- [PROMPT] Look through the entries below and report every line that has "linecap".

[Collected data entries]

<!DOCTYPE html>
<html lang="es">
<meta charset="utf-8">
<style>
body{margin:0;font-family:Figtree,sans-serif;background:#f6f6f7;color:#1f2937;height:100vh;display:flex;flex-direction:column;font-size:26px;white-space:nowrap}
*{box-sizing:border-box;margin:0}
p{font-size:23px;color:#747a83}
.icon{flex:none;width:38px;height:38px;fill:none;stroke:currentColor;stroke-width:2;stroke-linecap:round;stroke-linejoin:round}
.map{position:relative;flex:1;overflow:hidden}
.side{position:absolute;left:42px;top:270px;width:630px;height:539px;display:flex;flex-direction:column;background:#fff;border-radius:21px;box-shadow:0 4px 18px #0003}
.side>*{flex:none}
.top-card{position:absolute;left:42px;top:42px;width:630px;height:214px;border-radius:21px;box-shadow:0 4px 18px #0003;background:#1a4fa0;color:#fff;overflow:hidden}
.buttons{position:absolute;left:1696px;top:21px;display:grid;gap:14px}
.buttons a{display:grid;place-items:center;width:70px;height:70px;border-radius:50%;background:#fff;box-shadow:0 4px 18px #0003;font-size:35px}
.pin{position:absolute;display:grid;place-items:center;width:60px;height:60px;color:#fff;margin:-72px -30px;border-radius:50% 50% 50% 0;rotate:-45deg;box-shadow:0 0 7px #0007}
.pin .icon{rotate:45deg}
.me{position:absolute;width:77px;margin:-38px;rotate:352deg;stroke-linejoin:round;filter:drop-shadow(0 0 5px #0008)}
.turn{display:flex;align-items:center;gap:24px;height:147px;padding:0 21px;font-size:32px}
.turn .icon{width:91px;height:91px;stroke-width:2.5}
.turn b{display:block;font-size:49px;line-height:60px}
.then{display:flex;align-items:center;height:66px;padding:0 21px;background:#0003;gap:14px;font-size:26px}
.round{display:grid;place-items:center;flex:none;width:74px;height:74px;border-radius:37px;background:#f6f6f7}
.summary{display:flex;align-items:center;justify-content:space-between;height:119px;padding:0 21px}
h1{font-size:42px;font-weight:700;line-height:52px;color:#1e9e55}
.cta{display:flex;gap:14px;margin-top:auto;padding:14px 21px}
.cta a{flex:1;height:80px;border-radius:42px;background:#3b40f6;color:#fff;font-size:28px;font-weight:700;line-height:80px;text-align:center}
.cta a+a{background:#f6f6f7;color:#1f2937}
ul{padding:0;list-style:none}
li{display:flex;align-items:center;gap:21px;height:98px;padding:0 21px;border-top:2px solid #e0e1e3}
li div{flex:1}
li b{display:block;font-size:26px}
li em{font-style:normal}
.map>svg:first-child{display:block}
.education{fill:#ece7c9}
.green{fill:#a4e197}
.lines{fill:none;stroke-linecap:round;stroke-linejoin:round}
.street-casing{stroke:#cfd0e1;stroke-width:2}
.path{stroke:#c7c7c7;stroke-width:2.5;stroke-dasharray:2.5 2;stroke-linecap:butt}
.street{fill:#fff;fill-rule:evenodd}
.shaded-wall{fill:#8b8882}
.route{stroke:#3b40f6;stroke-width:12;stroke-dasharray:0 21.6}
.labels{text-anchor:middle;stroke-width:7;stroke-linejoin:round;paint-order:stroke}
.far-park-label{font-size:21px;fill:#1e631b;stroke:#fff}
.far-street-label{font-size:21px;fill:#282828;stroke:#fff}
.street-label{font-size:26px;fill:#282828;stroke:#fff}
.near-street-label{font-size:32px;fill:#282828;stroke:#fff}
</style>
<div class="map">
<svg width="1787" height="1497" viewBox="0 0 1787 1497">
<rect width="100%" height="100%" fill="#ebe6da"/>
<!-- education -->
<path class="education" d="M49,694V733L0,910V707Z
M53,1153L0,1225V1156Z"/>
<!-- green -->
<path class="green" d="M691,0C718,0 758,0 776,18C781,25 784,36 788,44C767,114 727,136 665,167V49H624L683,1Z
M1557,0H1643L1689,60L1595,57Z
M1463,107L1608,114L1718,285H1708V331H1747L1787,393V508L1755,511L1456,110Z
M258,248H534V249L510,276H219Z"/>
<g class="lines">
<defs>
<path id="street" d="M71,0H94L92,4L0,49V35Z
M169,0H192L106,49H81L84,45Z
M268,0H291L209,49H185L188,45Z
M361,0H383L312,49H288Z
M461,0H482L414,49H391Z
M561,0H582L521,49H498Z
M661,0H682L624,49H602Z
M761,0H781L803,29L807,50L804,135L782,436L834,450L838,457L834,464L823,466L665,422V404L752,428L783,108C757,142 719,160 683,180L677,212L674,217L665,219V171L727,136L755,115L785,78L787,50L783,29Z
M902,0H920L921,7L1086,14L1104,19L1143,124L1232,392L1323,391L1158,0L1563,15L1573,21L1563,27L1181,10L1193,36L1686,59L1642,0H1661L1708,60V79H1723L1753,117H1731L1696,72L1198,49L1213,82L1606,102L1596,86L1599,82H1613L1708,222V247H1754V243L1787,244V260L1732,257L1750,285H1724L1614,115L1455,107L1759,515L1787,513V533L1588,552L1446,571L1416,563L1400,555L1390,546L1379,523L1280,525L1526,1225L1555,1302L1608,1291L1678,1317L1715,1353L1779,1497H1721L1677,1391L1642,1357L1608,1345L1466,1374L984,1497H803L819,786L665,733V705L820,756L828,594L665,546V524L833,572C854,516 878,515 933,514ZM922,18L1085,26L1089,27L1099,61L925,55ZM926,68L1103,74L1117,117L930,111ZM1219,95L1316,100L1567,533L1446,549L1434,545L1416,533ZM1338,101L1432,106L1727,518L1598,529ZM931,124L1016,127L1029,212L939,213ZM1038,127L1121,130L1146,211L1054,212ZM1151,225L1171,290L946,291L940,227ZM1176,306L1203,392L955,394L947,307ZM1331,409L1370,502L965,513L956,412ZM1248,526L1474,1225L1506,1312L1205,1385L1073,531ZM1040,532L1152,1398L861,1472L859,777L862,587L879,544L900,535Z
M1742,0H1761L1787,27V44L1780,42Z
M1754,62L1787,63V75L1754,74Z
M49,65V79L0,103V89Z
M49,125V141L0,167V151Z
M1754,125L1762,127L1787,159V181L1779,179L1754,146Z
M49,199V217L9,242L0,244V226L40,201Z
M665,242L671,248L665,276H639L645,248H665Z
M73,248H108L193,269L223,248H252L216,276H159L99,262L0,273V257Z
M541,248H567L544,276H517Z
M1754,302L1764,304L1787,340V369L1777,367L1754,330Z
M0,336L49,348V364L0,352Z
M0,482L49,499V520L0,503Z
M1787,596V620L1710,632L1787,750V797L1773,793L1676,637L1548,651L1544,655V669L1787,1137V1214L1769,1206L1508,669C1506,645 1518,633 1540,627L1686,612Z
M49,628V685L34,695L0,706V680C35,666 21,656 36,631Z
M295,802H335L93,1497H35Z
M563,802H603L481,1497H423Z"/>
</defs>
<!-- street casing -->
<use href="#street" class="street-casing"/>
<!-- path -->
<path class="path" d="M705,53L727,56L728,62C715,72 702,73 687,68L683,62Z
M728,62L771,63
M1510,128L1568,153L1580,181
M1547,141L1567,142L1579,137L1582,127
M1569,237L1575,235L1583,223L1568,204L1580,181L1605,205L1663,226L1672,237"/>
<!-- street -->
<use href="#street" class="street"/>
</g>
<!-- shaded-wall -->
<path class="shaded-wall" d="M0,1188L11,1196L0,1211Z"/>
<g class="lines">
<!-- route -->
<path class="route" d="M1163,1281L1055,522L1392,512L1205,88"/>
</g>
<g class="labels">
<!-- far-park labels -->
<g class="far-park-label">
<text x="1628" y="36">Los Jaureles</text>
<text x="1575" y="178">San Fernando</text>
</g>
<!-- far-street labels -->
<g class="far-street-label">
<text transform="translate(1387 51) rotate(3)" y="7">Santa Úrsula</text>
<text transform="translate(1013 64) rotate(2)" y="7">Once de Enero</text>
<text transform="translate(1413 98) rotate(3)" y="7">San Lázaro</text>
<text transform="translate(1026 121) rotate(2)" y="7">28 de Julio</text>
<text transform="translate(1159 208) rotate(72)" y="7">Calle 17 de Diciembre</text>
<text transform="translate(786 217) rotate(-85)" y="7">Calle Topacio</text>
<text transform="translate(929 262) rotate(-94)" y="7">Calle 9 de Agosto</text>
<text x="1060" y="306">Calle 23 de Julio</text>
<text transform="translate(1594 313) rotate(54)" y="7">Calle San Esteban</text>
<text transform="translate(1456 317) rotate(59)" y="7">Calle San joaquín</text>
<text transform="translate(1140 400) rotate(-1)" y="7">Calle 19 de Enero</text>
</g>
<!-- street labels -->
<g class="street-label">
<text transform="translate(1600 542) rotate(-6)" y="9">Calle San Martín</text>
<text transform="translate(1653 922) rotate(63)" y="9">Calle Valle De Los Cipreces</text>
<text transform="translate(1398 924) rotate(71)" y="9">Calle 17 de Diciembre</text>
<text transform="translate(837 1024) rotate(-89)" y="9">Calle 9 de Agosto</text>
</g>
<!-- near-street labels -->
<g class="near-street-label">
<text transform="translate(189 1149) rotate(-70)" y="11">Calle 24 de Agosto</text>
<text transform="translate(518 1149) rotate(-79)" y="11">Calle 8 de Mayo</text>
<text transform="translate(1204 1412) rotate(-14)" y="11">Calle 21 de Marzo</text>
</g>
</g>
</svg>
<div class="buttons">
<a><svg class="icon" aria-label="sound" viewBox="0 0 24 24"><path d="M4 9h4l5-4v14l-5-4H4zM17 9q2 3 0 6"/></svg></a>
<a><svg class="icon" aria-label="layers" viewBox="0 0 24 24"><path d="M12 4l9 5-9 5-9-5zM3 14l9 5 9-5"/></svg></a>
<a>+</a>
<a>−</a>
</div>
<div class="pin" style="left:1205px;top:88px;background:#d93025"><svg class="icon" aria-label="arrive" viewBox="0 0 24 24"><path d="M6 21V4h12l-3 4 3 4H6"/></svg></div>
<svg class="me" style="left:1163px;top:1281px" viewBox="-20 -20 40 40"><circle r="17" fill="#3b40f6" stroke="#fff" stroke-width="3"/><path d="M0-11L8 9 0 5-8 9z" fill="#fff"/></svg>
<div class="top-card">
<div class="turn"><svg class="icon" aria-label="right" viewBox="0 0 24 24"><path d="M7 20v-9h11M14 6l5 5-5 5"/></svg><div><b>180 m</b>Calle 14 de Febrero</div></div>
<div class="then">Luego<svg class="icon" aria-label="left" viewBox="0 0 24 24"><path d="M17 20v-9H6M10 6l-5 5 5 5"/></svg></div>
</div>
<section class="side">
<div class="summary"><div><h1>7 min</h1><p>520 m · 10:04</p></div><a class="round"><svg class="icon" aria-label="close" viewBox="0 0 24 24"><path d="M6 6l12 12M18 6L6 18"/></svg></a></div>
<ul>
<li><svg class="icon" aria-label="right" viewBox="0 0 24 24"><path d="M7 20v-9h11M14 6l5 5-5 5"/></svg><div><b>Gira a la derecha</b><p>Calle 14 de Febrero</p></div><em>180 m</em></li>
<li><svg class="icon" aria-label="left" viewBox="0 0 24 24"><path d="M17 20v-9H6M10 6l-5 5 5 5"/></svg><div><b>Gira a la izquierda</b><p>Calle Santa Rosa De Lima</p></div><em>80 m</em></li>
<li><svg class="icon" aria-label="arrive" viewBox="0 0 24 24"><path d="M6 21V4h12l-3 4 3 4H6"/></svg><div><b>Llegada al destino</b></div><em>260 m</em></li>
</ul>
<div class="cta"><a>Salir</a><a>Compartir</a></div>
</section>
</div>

- [RESPONSE FOR THIS EXERCISE]
.icon{flex:none;width:38px;height:38px;fill:none;stroke:currentColor;stroke-width:2;stroke-linecap:round;stroke-linejoin:round}
.lines{fill:none;stroke-linecap:round;stroke-linejoin:round}
.path{stroke:#c7c7c7;stroke-width:2.5;stroke-dasharray:2.5 2;stroke-linecap:butt}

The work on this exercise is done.